● **Try it**
With pictures removed, output every record below exactly as written.
[Data for this exercise — start]
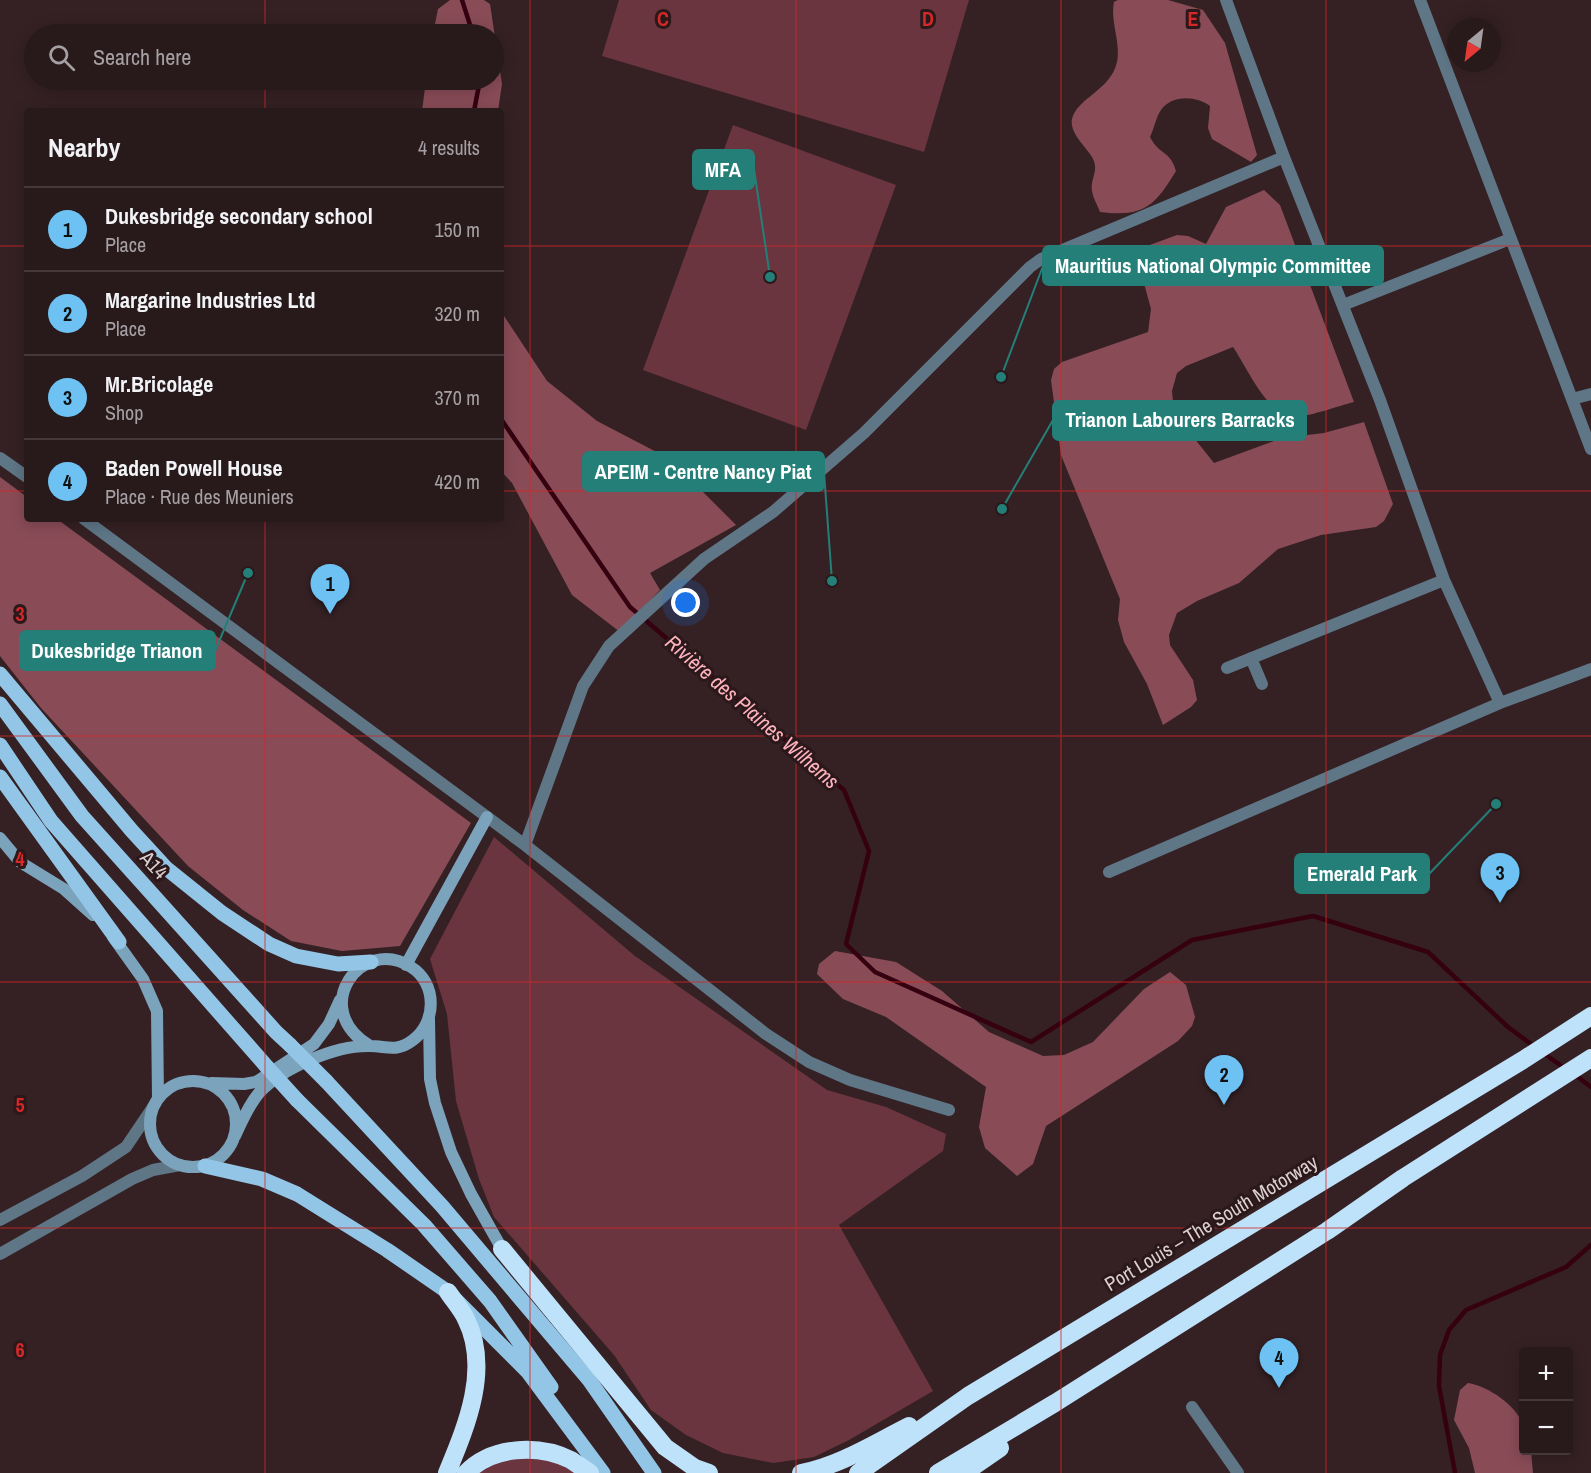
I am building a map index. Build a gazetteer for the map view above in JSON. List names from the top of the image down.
{
  "streets": {
    "highway": ["Port Louis – The South Motorway"],
    "main road": ["A14"]
  },
  "water": ["Rivière des Plaines Wilhems"],
  "places": [
    "MFA",
    "Mauritius National Olympic Committee",
    "Trianon Labourers Barracks",
    "Dukesbridge Trianon",
    "APEIM - Centre Nancy Piat",
    "Emerald Park"
  ],
  "north": "bottom left",
  "page": {
    "search": "Search here",
    "heading": ["Nearby", "4 results"],
    "list": [
      {
        "mark": "1",
        "name": "Dukesbridge secondary school",
        "note": "Place",
        "value": "150 m"
      },
      {
        "mark": "2",
        "name": "Margarine Industries Ltd",
        "note": "Place",
        "value": "320 m"
      },
      {
        "mark": "3",
        "name": "Mr.Bricolage",
        "note": "Shop",
        "value": "370 m"
      },
      {
        "mark": "4",
        "name": "Baden Powell House",
        "note": "Place · Rue des Meuniers",
        "value": "420 m"
      }
    ],
    "pins": [
      "1",
      "3",
      "2",
      "4"
    ],
    "map_buttons": ["+", "−"]
  },
  "grid": {
    "columns": ["C", "D", "E"],
    "rows": [
      "3",
      "4",
      "5",
      "6"
    ]
  }
}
[Data for this exercise — finish]
● **Expected output**
I am building a map index. Build a gazetteer for the map view above in JSON. List names from the top of the image down.
{
  "streets": {
    "highway": ["Port Louis – The South Motorway"],
    "main road": ["A14"]
  },
  "water": ["Rivière des Plaines Wilhems"],
  "places": [
    "MFA",
    "Mauritius National Olympic Committee",
    "Trianon Labourers Barracks",
    "Dukesbridge Trianon",
    "APEIM - Centre Nancy Piat",
    "Emerald Park"
  ],
  "north": "bottom left",
  "page": {
    "search": "Search here",
    "heading": ["Nearby", "4 results"],
    "list": [
      {
        "mark": "1",
        "name": "Dukesbridge secondary school",
        "note": "Place",
        "value": "150 m"
      },
      {
        "mark": "2",
        "name": "Margarine Industries Ltd",
        "note": "Place",
        "value": "320 m"
      },
      {
        "mark": "3",
        "name": "Mr.Bricolage",
        "note": "Shop",
        "value": "370 m"
      },
      {
        "mark": "4",
        "name": "Baden Powell House",
        "note": "Place · Rue des Meuniers",
        "value": "420 m"
      }
    ],
    "pins": [
      "1",
      "3",
      "2",
      "4"
    ],
    "map_buttons": ["+", "−"]
  },
  "grid": {
    "columns": ["C", "D", "E"],
    "rows": [
      "3",
      "4",
      "5",
      "6"
    ]
  }
}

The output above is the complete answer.